Many studies have demonstrated a beneficial effect of photocoagulation therapy for DME.68–73 The exact mechanism of action of laser photocoagulation-induced resolution of DME is unknown. In short, a laser-induced destruction of oxygen-consuming photoreceptors has been discussed as well as cell death and scarring (involving gliosis and RPE hyperplasia) induced by the temporary rise in tissue temperature. Oxygen that normally diffuses from the choriocapillaris into the outer retina can now diffuse through the laser scar to the inner retina, thus relieving inner retinal hypoxia.74,75 There are contrasting data whether an increased preretinal oxygen partial pressure is involved and allows for microvascular repair in the treated areas.76,77
When studying the diameter of retinal arterioles, venules, and their macular branches before and after macular laser photocoagulation in eyes with DME, the macular arteriolar branches were found to be constricted by 20.2% and the venular branches 13.8%. This was attributed to an improved retinal oxygenation caused by the laser treatment leading to autoregulatory vasoconstriction, improving the DME.78
According to another theory, the beneficial effect of laser photocoagulation is due to an enhanced proliferation of RPE and endothelial cells leading to repair and restoration of the BRB.79 The RPE cells may respond to the injury in several ways: if the lesion is relatively small, the RPE defect can be filled by cell spreading; if the defect is relatively large, the cells can proliferate to resurface the area, and the RPE can produce cytokines (e.g., TGF-β) that antagonize the permeabilizing effects of VEGF.80,81
Laser therapy is well established in diabetic retinopathy as well as in diseases with peripheral retinal ischemia. The Early Treatment Diabetic Retinopathy Study (ETDRS) was designed to evaluate the effects of argon laser photocoagulation for DME in a prospective, randomized, multicenter clinical trial. Among the subgroup of eyes with mild to moderate nonproliferative diabetic retinopathy with DME, visual acuity improved in 16%, remained unchanged in 77%, and worsened in 7% of treated eyes, whereas visual acuity improved in 11%, remained unchanged in 73%, and worsened in 16% of untreated eyes after 2 years of follow-up. After 3 years of follow-up, vision worsened in 12% of treated eyes compared to 24% of untreated eyes. There was a statistically significant benefit of laser photocoagulation in this group of eyes. Nevertheless, a current literature review indicates that, at least in selected groups, a beneficial effect of panretinal photocoagulation with respect to DME can be identified. The exact relationship between peripheral ischemia and DME and thus the relevance of peripheral panretinal photocoagulation in these patients as a treatment for DME still remains to be determined.

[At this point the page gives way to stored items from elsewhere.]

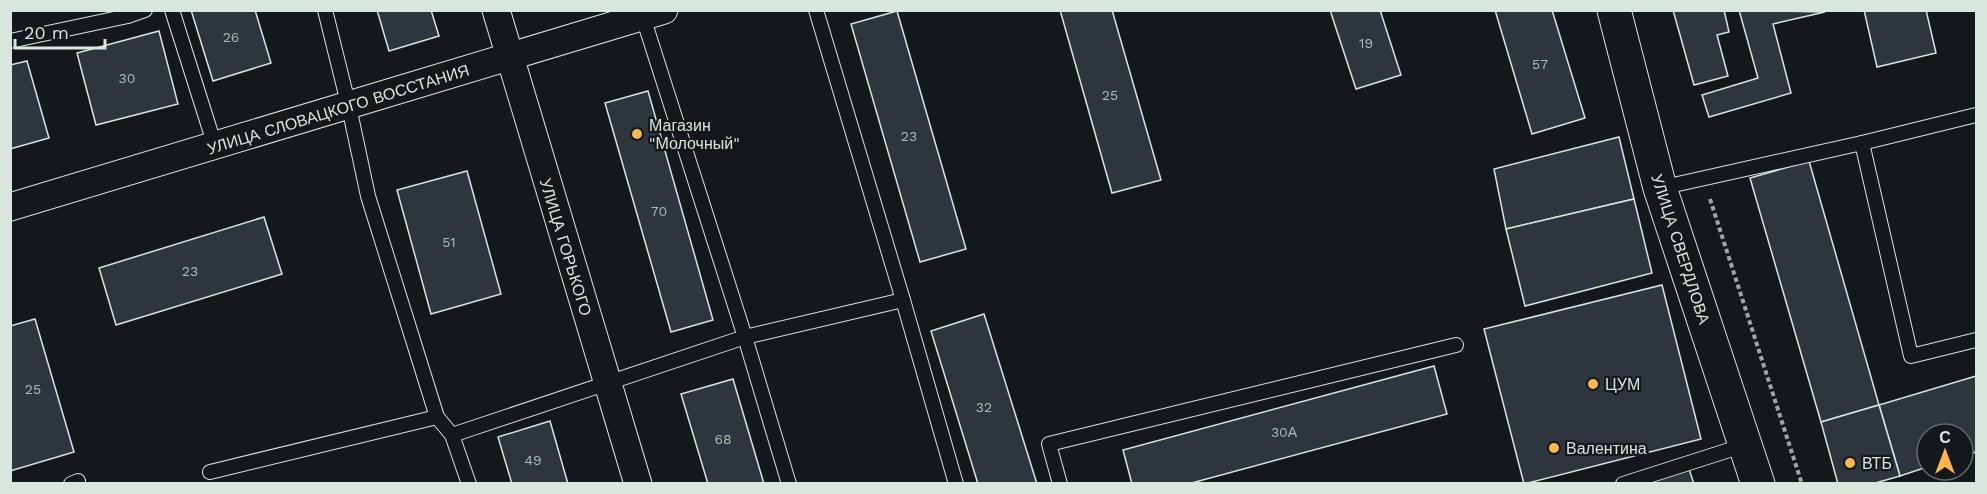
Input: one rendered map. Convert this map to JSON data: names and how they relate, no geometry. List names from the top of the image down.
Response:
{
  "streets": {
    "main road": ["УЛИЦА СВЕРДЛОВА"],
    "street": ["УЛИЦА СЛОВАЦКОГО ВОССТАНИЯ", "УЛИЦА ГОРЬКОГО"]
  },
  "crossings": [
    ["УЛИЦА СЛОВАЦКОГО ВОССТАНИЯ", "УЛИЦА ГОРЬКОГО"]
  ],
  "places": [
    "Магазин \"Молочный\"",
    "ЦУМ",
    "Валентина",
    "ВТБ"
  ],
  "house_numbers": [
    "26",
    "19",
    "57",
    "30",
    "25",
    "23",
    "70",
    "51",
    "23",
    "25",
    "32",
    "30А",
    "68",
    "49"
  ],
  "scale_bar": "20 m",
  "north": "top"
}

While focal laser coagulation reduces hypoxic areas and directly occludes leaky microaneurysms, the rationale for grid laser treatment in DME is not yet well established. Potentially, grid laser may have its beneficial effect by thinning the retina, bringing retinal vessels closer to choroidal vessels, permitting the retinal vessels to constrict by autoregulation, thereby decreasing retinal blood flow and consequently decreasing edema formation.82
Fig. 28.9 Complications after grid laser coagulation. (A) Enlarged central retinal pigment epithelial scars of the left eye, no obvious macula edema. (B) Early-phase fluorescein angiography demonstrates choroidal neovascularization lesion growing from earlier photocoagulation scars at the right eye. (C) Late phase with increased leakage of fluorescein.